YOUR INSTRUCTIONS ▸
Report each line of the entries that includes "evenodd" by copying it.

EXTRACTED ENTRIES ▸
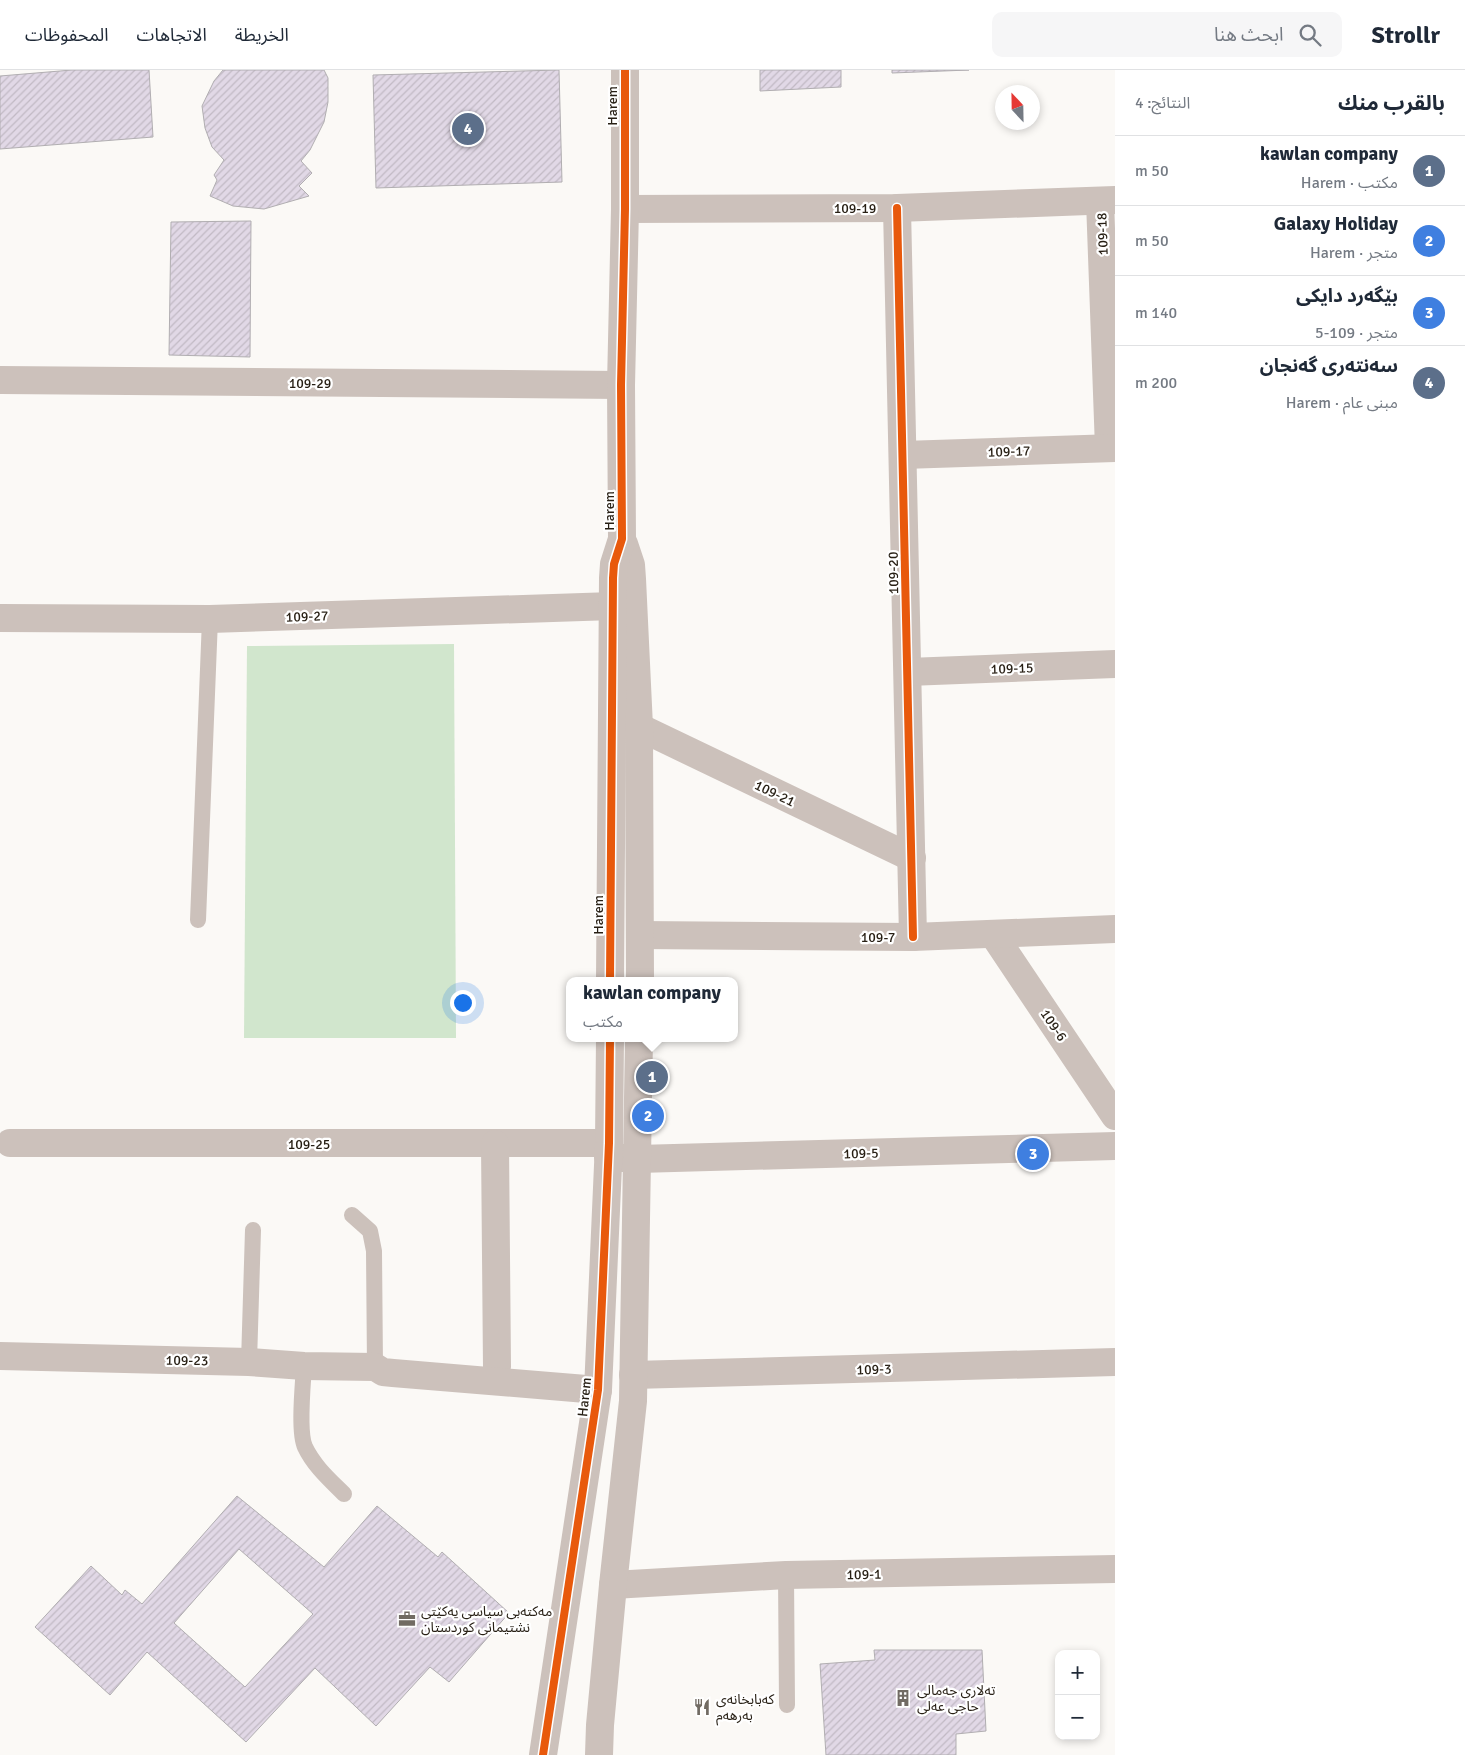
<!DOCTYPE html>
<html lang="ar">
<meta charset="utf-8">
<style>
:root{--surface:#fff;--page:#f6f6f7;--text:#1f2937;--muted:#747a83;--line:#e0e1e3;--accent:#716b63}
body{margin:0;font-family:Signika,"Noto Sans Arabic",sans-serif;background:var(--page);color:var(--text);direction:rtl}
.controls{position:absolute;right:15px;bottom:15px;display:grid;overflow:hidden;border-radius:10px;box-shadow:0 2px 8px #0003}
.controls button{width:45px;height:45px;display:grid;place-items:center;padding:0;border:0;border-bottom:1px solid var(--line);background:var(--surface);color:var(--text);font:25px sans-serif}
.compass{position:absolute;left:995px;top:15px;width:45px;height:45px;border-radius:50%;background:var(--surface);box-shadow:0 2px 8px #0003;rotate:338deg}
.you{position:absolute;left:462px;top:932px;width:18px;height:18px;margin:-12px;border:4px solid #fff;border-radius:50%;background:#1a73e8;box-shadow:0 0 0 8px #1a73e833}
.badge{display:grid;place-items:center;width:32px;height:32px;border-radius:50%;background:var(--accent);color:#fff;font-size:16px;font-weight:700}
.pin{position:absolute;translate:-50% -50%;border:2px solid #fff;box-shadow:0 1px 5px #0006}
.popup{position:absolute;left:566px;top:907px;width:172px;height:65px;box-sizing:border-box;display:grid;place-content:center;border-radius:10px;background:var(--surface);filter:drop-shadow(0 1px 4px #0005);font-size:16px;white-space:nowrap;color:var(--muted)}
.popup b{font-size:19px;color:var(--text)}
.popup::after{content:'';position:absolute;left:50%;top:100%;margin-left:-10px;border:10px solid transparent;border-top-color:var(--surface)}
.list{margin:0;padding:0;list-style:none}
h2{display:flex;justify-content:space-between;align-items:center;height:65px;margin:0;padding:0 20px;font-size:21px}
h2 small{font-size:16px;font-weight:400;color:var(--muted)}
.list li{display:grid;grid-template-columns:32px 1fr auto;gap:15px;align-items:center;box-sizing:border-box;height:70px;padding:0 20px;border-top:1px solid var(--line)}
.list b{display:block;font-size:19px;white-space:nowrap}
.list p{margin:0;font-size:16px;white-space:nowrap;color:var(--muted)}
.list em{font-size:16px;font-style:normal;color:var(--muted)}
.icon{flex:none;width:28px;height:28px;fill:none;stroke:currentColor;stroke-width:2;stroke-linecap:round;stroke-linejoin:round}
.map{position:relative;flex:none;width:1115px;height:1685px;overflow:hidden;direction:ltr}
header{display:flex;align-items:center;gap:30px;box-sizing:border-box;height:70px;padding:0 25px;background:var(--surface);border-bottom:1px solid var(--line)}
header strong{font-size:24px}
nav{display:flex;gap:28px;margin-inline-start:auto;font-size:18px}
.search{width:350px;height:45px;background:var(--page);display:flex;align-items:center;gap:12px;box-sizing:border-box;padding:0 18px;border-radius:10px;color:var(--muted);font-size:19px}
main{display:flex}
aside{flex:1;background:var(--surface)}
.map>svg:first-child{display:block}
.grass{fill:#d1e6cd}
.building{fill:url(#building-hatch);stroke:#b1aeb1;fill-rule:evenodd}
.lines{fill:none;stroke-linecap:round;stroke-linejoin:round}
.service{stroke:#ccc1bb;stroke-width:16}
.minor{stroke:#ccc1bb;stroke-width:28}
.tertiary{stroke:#ccc1bb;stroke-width:28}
.cycleway-casing{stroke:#fff;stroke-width:11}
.cycleway{stroke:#e8590c;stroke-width:8}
.labels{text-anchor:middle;stroke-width:4.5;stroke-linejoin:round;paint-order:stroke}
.street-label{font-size:14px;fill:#271f14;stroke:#fff}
.poi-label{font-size:14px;fill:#271f14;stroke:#fff;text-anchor:start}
</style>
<header>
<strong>Strollr</strong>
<div class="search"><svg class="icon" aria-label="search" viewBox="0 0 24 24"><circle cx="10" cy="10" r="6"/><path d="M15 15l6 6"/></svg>ابحث هنا</div>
<nav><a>الخريطة</a><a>الاتجاهات</a><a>المحفوظات</a></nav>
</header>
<main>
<aside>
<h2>بالقرب منك<small>النتائج: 4</small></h2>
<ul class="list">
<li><span class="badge" style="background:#5c6f8a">1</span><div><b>kawlan company</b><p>مكتب · Harem</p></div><em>50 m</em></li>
<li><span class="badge" style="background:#3f7fe0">2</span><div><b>Galaxy Holiday</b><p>متجر · Harem</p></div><em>50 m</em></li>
<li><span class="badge" style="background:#3f7fe0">3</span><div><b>بێگەرد دایکی</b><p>متجر · 109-5</p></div><em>140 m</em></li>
<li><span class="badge" style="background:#5c6f8a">4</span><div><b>سەنتەری گەنجان</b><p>مبنى عام · Harem</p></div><em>200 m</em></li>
</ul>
</aside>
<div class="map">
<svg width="1115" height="1685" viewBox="0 0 1115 1685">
<defs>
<pattern id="building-hatch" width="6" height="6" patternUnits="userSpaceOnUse" patternTransform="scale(1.25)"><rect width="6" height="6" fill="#e1d8e6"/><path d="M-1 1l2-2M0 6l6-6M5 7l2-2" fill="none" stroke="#c1b9c4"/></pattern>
</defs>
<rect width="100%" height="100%" fill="#fbf9f6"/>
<path class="grass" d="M454,574L456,968H244L247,576Z"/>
<g class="building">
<path d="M72,0H149L153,67L0,79V6Z"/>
<path d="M223,0H324L328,8V32L324,52L310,80L301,91L312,103L299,116L309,126L264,139L233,136L210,126L217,110L214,105L224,90L212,77L205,58L202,36L214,11Z"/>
<path d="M559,0L562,112L376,118L373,5Z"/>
<path d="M760,0H841V17L760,21Z"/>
<path d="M892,0H969L892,3Z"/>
<path d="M251,151L250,287L169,285L171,152Z"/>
<path d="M237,1426L324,1497L377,1436L438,1487L442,1482L509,1543L449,1612L430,1597L376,1656L315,1598L246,1672L147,1582L110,1625L35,1557L91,1496L122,1525L125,1520L142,1534ZM239,1479L313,1544L245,1617L174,1553Z"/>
<path d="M874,1580H982L986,1661L956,1664V1685H826L820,1594L875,1590Z"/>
</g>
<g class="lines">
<g class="service">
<path d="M198,850L210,549"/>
<path d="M352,1145L370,1161L374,1181L375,1297"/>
<path d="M249,1292L253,1160"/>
<path d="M304,1296C303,1314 298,1362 305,1377C314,1396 330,1410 344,1424"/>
<path d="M786,1505L787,1635"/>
</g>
<g class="minor">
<path d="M1100,131L1109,378"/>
<path d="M897,138L913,867"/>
<path d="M625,139L897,138L1115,130"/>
<path d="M0,310L621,315"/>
<path d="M903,385L1115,378"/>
<path d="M0,548L210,549L613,536"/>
<path d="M908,602L1115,594"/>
<path d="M639,657L912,788"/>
<path d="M993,864L1115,1046"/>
<path d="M640,865L913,867L1115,859"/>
<path d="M10,1073H609"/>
<path d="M495,1074L497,1297"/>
<path d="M608,1087L638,1089L1115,1076"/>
<path d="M0,1286L249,1292L304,1296L375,1297L383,1302L393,1303L598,1320"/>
<path d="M633,1305L1115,1292"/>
<path d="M613,1515L786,1505L1115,1499"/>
</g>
<g class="tertiary">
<path d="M624,474L631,495L632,509L639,657L640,911"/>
<path d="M610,911L613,508L614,494L622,469L621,315L625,139V0"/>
<path d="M543,1685L598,1320L609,1073L610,968"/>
<path d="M599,1685L600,1655L613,1515L633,1331L639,968"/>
</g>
<g class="cycleway-casing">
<g id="cycleway">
<path d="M897,138L913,867"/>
<path d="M610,911L613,508L614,494L622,469L621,315L625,139V0"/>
<path d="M543,1685L598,1320L609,1073L610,968"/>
</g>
</g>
<use href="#cycleway" class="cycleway"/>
</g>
<defs>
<g id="office-bare" transform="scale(1.35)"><path d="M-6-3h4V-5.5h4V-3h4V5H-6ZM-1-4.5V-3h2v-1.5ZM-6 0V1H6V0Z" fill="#716b63" stroke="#fff" stroke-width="2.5" paint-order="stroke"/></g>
<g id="building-bare" transform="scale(1.35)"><path d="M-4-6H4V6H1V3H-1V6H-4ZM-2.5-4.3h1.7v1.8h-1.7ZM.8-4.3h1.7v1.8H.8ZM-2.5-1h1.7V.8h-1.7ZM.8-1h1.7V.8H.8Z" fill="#716b63" stroke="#fff" stroke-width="2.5" paint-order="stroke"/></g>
<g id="restaurant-bare" transform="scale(1.35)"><path d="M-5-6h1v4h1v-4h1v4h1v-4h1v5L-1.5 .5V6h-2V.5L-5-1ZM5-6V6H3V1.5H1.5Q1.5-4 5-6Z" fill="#716b63" stroke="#fff" stroke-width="2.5" paint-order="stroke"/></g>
</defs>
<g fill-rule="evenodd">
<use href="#office-bare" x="407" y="1549"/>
<use href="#building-bare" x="903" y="1628"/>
<use href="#restaurant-bare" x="702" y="1637"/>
</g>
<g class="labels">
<g class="street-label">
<text transform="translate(612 36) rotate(-90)" y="5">Harem</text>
<text x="855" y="143">109-19</text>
<text transform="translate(1102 164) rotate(-92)" y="5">109-18</text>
<text x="310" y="318">109-29</text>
<text transform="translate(1009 381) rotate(-2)" y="5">109-17</text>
<text transform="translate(609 441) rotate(-90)" y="5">Harem</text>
<text transform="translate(893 503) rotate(-91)" y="5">109-20</text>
<text transform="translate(307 546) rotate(-2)" y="5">109-27</text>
<text transform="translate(1012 598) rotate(-2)" y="5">109-15</text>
<text transform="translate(775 723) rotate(26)" y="5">109-21</text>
<text transform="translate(598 845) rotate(-90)" y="5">Harem</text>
<text x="878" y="872">109-7</text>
<text transform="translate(1054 955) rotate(56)" y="5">109-6</text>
<text x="309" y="1079">109-25</text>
<text transform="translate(861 1083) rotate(-2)" y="5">109-5</text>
<text transform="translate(187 1290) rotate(1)" y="5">109-23</text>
<text transform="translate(874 1299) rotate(-2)" y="5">109-3</text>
<text transform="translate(584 1327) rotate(-84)" y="5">Harem</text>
<text transform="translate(864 1504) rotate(-1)" y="5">109-1</text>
</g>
<g class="poi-label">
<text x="421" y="1546">مەکتەبی سیاسی یەکێتی<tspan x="421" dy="16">نشتیمانی کوردستان</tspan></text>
<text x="917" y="1625">تەلاری جەمالی<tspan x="917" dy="16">حاجی عەلی</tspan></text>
<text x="716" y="1634">کەبابخانەی<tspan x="716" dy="16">بەرهەم</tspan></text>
</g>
</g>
</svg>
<div class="controls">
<button>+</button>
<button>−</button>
</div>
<svg class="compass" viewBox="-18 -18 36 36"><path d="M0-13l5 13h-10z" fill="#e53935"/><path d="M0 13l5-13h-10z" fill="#747a83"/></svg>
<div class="you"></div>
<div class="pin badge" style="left:652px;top:1007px;background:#5c6f8a">1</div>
<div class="popup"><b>kawlan company</b>مكتب</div>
<div class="pin badge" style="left:648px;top:1046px;background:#3f7fe0">2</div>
<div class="pin badge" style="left:1033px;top:1084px;background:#3f7fe0">3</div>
<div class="pin badge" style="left:468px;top:59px;background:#5c6f8a">4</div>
</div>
</main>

TASK RESPONSE ▸
.building{fill:url(#building-hatch);stroke:#b1aeb1;fill-rule:evenodd}
<g fill-rule="evenodd">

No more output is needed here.